● What the task asks
Going through the data below, please show each line containing the string "Order".

========

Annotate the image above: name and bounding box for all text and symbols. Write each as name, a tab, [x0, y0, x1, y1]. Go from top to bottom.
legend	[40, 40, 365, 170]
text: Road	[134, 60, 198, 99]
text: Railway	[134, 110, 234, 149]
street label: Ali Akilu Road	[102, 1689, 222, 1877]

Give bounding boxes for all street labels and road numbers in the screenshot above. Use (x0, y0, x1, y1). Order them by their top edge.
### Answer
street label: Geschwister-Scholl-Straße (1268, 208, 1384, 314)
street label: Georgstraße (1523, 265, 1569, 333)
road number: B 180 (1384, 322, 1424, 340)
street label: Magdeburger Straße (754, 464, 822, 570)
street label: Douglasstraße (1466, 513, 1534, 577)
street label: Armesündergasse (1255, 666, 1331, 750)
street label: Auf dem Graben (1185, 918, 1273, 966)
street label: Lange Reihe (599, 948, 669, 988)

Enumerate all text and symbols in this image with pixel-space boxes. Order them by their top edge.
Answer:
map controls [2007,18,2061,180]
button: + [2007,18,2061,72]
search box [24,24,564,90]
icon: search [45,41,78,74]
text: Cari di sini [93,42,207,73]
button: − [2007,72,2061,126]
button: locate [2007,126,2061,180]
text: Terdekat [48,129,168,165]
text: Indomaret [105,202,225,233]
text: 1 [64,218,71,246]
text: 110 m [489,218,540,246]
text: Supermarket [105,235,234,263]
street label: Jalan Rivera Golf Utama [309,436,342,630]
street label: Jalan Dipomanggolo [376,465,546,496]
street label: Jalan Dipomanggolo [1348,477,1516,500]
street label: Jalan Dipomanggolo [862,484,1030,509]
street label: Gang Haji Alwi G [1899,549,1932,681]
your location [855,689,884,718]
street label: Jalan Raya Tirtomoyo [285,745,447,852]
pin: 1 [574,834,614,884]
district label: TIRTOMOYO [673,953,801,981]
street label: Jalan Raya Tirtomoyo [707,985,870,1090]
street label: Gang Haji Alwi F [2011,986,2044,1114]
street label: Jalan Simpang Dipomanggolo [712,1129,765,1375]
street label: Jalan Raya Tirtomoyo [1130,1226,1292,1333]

========

● Answer box
Give bounding boxes for all street labels and road numbers in the screenshot above. Use (x0, y0, x1, y1). Order them by their top edge.
Enumerate all text and symbols in this image with pixel-space boxes. Order them by their top edge.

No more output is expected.